Ouvrir cette édition du Festival de Marseille en tant que directeur avec Flexn de Peter Sellars et Reggie Gray ressemble étrangement à un hommage à ses pairs, un salut aux origines. Tout en faisant un pont avec une jeune génération de danseurs. Encore un symbole fort de transversalité.
Goossens a voulu cette première édition comme une carte de visite. Avec, en partie, des projets et des artistes phares de son passé récent au KVS : Platel avec Coup Fatal, Fabrizio Cassol, Badke de Hildegard De Vuyst, la dramaturge de Platel qui rejoint l’équipe du Festival… Du haut niveau, tout en affichant un goût pour le métissage et l’échange. Et également la présentation de jeunes artistes comme Taoufiq Izeddiou dans des formes plus petites qu’il n’avait jamais pu programmer au KVS.
Bien qu’auteur de jolis textes comme celui offert à ses amis et public pour son départ du KVS, Jan Goossens n’a pas de velléités artistiques propres ; il est un découvreur de talents.

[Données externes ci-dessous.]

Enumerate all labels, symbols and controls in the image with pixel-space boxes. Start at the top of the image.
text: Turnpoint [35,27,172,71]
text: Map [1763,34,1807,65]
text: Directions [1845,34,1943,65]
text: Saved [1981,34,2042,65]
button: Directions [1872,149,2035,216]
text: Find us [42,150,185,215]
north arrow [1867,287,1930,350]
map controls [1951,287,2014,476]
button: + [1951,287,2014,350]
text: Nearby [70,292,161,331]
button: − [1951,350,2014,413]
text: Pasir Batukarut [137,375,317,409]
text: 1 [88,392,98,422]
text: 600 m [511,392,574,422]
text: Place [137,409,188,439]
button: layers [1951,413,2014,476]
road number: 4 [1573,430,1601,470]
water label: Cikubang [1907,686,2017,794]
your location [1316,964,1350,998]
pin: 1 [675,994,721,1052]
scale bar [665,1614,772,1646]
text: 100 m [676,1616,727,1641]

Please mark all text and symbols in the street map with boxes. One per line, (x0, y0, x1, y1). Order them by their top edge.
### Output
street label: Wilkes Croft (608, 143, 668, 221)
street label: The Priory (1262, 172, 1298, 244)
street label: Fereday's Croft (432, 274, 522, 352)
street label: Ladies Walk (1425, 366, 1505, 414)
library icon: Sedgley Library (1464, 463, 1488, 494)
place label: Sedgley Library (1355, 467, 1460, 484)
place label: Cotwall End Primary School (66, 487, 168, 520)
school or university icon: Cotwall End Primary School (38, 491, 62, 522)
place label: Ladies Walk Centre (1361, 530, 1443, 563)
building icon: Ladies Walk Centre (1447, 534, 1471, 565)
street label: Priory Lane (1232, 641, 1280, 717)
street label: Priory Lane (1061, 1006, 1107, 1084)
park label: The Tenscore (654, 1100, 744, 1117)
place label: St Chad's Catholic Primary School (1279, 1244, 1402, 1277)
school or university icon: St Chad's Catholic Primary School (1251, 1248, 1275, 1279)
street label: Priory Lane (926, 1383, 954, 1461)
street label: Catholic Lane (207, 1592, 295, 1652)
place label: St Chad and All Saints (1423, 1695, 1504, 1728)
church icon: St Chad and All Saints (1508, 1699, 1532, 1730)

Porteur d’un véritable projet d’envergure internationale pour le festival et pour sa nouvelle ville d’adoption, Marseille, il affiche clairement dans sa programmation et ses actions annexes le désir de développer un sentiment de copropriété autour du festival, tant pour les partenaires que pour les Marseillais. « Je voudrais rassembler un maximum de partenaires et de structures culturelles, à l’instar des plus grandes comme le MuCEM, la Criée ou le BNM, qui sont quand même incontournables, proches du festival au niveau artistique, mais aussi au niveau infrastructurel, car ils ont les salles dont on a besoin pour les grands formats. Mais en même temps, il y a de tout petits événements comme Africa Fête qui m’intéressent, ou des structures plus petites que la Criée, mais absolument vitales pour le paysage culturel de cette ville, surtout au niveau de la danse comme l’est Klap. »
Et, contrairement à Jan Fabre lors de son expérience express de directeur du Festival d’Athènes, Goossens ne désire pas faire des focus belges ou africains chaque année, mais explorer d’autres territoires tel que le Moyen-Orient, l’Asie, l’Amérique latine, et développer au maximum une politique de création et d’accueil.
« J’ai voulu que cette première fois soit un voyage d’une grande qualité artistique, mais avec plein de découvertes, et festif en même temps, accessible, généreux, et même populaire. Il n’y a rien de fermé et d’élitiste, même si ce sont de grands artistes. Il faut faire l’effort de venir une première fois, faire connaissance. Cela fait partie d’une transition, et cela peut prendre un peu de temps. On ne construit pas forcément un public en un an. »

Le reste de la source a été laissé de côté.